I think a lot of us struggle with a feeling of responsibility to help other family members and maintain a relationship with them; it is certainly a theme that can come up in responses here on DCUM. For me, the turning point was seeing that some people in my life appeared to be choosing to be so unhappy. It wasn't about problem solving for them, more about having something to complain about or use to control other people. I also analyzed my piece of the relationship. I realized that in some cases, I only kept in touch because of fear, obligation, and/or guilt. These reasons for attachment are called FOG, an acronym coined by psychotherapist Susan Forward, and they are the hallmarks of unhealthy relationships. In fact, they are often the sign of transactional dynamics and emotional abuse.

Getting out of FOG-y relationships is about more than dropping the dead weight. It can release deep stress and help you calm your nervous system. You may read or hear about people calling this process "going no contact." I mention that because it might be useful to look up that phrase for tips on the process and to find out more about others' experience with it. There is, however, grief that tends to go along with ending contact. I mention that not to dissuade you from it. Rather, it's useful to be aware that you are considering something that can feel like a heavy lift. Putting appropriate self care into place is helpful. You may find it useful to speak with a behavioral health professional before or during the process.
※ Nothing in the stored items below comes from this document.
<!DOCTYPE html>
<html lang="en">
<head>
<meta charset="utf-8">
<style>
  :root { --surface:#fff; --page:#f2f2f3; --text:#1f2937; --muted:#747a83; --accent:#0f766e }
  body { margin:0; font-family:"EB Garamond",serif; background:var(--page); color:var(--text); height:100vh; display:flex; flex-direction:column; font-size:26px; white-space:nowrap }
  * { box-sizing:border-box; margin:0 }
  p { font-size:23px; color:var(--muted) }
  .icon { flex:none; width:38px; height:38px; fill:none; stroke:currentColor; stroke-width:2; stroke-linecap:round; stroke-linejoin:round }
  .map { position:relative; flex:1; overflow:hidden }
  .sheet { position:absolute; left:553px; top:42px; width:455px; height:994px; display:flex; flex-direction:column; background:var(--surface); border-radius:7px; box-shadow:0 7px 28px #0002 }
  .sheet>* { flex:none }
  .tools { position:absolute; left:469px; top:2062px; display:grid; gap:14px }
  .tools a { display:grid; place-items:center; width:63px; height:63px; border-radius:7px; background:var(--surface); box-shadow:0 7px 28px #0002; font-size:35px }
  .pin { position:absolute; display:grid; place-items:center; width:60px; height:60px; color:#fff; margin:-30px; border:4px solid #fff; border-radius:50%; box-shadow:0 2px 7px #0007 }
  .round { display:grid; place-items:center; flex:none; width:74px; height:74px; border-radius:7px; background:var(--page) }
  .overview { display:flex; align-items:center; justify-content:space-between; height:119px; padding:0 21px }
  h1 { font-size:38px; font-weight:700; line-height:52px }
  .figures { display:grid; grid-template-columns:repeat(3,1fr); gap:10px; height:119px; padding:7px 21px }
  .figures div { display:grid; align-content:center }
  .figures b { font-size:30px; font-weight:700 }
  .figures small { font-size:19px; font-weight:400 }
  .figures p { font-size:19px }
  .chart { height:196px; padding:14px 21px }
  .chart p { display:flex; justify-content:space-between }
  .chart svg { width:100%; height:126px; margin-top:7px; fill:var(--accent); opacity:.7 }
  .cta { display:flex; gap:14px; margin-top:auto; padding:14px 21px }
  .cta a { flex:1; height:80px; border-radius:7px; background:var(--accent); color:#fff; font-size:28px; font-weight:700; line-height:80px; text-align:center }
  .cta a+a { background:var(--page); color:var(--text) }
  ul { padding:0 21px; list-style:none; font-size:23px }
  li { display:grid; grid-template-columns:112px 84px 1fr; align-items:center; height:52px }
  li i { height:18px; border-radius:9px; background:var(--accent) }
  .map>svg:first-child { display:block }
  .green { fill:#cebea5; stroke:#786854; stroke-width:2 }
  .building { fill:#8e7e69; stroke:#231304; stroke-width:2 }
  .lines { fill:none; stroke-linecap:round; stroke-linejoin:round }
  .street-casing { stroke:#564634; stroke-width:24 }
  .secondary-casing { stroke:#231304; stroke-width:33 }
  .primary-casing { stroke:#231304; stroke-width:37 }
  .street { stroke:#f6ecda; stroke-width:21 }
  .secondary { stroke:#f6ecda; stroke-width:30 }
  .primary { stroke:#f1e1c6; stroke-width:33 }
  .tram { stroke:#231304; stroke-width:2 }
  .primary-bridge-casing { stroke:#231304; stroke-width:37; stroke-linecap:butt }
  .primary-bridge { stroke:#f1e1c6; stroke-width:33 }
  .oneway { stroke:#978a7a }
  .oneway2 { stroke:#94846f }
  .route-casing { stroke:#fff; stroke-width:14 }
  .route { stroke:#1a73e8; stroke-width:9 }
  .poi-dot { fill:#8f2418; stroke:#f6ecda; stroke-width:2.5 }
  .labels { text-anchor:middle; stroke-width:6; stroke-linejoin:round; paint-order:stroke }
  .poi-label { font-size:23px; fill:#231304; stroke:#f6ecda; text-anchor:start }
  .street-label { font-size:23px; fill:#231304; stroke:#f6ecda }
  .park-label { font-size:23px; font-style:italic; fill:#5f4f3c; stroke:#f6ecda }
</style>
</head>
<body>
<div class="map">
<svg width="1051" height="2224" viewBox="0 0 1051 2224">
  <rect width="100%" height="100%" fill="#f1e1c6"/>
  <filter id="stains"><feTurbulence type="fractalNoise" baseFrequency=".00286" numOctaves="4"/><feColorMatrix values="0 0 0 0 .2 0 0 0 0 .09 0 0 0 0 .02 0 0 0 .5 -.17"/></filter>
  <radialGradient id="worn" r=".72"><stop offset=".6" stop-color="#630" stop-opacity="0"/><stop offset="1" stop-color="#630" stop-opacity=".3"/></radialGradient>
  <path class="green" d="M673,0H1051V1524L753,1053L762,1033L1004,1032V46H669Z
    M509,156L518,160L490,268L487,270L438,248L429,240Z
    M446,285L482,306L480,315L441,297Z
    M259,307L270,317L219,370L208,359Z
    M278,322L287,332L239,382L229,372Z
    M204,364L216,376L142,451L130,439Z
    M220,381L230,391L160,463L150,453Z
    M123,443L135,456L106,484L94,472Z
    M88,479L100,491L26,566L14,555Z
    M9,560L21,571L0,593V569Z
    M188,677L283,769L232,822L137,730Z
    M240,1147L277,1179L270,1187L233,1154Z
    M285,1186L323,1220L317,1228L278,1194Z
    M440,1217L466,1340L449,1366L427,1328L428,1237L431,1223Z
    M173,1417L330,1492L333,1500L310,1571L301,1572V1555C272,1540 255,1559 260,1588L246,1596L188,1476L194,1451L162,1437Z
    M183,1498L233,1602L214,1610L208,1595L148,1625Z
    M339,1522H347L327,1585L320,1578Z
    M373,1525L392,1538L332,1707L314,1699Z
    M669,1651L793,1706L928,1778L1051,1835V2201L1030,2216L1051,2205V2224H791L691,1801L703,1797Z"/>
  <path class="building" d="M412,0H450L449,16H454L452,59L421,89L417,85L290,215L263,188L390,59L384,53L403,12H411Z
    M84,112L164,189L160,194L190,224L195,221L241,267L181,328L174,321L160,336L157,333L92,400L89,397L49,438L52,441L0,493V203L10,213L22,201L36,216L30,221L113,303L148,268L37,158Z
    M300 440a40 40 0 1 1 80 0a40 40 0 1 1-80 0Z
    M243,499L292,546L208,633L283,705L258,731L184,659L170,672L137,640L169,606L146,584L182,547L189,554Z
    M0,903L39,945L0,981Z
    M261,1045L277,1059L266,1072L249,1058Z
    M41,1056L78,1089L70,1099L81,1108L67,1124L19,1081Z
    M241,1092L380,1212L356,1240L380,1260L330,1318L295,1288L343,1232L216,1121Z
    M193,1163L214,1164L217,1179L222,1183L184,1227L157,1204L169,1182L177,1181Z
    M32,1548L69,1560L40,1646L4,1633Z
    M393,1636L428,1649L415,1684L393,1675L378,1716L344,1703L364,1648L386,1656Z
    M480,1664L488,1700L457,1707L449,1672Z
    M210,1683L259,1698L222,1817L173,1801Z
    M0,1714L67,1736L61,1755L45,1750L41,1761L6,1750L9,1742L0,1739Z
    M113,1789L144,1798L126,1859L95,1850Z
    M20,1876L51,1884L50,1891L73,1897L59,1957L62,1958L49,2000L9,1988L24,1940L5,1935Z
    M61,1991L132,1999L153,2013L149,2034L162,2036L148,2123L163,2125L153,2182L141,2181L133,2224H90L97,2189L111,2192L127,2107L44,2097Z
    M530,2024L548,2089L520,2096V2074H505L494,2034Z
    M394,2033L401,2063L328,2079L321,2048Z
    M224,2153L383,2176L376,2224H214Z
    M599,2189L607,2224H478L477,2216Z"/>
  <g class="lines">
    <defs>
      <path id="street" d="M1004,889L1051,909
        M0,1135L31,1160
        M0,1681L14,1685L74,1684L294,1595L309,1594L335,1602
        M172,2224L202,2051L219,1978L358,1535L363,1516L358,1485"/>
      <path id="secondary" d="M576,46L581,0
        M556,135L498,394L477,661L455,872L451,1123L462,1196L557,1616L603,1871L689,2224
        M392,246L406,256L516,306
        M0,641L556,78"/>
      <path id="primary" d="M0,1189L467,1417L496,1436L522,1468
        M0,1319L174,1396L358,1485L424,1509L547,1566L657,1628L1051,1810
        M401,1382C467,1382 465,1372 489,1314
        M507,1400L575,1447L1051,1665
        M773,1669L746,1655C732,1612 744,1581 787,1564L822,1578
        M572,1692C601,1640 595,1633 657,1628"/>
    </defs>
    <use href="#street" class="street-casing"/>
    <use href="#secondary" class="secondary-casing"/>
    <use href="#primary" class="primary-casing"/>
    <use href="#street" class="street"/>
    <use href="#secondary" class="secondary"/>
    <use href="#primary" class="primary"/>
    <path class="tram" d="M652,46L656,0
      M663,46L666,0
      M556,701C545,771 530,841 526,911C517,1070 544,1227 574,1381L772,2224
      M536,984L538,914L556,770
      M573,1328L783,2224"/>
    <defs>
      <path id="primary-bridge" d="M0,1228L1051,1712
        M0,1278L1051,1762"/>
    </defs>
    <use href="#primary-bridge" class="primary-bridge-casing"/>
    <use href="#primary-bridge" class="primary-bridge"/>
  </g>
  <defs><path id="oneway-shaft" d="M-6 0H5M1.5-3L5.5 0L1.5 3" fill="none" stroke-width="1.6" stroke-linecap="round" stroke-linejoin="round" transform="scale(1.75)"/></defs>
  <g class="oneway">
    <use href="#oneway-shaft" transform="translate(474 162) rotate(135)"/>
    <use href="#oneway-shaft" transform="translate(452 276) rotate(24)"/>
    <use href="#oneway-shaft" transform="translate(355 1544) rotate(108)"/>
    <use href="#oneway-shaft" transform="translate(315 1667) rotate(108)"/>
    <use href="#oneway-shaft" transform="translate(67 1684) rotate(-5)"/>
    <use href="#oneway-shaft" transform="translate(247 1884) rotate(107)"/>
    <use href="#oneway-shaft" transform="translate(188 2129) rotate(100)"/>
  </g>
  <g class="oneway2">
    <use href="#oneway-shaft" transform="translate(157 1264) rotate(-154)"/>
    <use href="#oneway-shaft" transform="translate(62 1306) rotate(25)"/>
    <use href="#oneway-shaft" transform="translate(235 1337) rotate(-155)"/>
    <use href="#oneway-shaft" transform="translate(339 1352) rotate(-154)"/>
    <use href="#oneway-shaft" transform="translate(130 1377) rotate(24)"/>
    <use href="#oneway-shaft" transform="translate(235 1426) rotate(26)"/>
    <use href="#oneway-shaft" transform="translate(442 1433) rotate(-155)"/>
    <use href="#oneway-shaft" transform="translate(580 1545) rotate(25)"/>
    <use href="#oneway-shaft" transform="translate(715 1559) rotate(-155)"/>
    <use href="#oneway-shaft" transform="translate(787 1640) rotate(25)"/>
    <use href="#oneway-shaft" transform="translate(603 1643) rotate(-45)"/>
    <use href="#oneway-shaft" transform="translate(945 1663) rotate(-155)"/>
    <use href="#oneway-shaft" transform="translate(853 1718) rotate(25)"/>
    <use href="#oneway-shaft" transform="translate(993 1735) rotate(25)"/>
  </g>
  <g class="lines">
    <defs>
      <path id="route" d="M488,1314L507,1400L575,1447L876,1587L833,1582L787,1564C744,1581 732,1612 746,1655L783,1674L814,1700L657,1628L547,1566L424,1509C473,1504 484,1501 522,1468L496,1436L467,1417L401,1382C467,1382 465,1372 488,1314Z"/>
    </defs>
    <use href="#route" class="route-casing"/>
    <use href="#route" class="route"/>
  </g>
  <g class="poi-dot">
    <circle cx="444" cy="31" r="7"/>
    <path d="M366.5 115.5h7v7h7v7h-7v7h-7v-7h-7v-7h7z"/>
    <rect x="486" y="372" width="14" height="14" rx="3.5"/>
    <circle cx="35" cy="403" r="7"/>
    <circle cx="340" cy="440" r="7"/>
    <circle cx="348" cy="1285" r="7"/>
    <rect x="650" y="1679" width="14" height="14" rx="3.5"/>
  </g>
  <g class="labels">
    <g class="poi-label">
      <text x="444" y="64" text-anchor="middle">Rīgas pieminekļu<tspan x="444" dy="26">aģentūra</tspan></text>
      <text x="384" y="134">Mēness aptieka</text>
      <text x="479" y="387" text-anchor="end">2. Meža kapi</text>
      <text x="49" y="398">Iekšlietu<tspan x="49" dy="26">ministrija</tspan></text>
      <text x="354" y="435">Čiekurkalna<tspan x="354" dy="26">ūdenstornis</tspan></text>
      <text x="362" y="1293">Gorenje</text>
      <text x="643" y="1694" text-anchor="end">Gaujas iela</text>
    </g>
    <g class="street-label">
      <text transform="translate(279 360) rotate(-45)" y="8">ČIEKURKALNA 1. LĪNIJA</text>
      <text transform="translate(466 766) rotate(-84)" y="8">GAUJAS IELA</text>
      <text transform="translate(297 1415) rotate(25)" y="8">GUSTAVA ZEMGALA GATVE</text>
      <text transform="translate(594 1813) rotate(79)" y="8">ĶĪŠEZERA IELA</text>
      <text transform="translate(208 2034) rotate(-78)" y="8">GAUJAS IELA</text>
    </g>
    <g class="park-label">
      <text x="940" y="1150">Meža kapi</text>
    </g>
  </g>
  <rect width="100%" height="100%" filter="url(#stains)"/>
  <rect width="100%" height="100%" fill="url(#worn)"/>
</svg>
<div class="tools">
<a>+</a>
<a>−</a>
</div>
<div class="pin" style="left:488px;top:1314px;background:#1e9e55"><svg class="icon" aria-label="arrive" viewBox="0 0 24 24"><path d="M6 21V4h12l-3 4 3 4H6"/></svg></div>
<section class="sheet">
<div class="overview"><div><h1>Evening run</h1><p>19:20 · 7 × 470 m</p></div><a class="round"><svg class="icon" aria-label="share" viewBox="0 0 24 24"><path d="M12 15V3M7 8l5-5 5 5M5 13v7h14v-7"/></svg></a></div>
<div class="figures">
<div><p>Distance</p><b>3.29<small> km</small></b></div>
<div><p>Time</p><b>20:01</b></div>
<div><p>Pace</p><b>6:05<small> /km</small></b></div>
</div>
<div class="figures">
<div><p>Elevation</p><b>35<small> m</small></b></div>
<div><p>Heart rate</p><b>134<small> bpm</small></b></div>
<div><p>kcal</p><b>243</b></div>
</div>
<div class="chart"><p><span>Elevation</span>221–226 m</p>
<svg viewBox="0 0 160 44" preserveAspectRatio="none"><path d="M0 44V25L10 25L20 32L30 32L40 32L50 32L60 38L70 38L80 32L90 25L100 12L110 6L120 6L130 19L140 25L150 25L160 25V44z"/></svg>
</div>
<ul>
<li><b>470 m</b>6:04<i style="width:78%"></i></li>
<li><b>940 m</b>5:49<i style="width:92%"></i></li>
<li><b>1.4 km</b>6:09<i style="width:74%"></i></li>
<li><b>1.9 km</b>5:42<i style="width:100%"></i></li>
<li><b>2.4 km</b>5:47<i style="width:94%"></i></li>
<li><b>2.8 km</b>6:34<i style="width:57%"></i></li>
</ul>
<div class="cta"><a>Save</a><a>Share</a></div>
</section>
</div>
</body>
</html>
Last, a caution: I don't recommend going to counseling with your mom. Counseling works if there is a communication issue or a misunderstanding that goes both ways. Counseling can't fix someone who is determined to behave abusively or be manipulative. Some therapists are savvy about this. However, some emotionally abusive people are covert and can be charming with non-target individuals. If your mom falls into this category, she may be successful in using therapy to further blame and criticize you without changing anything about her own behavior. It sounds like this is her problem, not yours. It also sounds like dialectical behavioral therapy would be her best bet. That said, she'd have to experience enough psychological discomfort and believe that the cause were internal before she would choose that for herself. She's probably the sort who believes that everyone else around her needs to change.

Whatever you choose for yourself and this relationship, I hope things get better for you. Be well.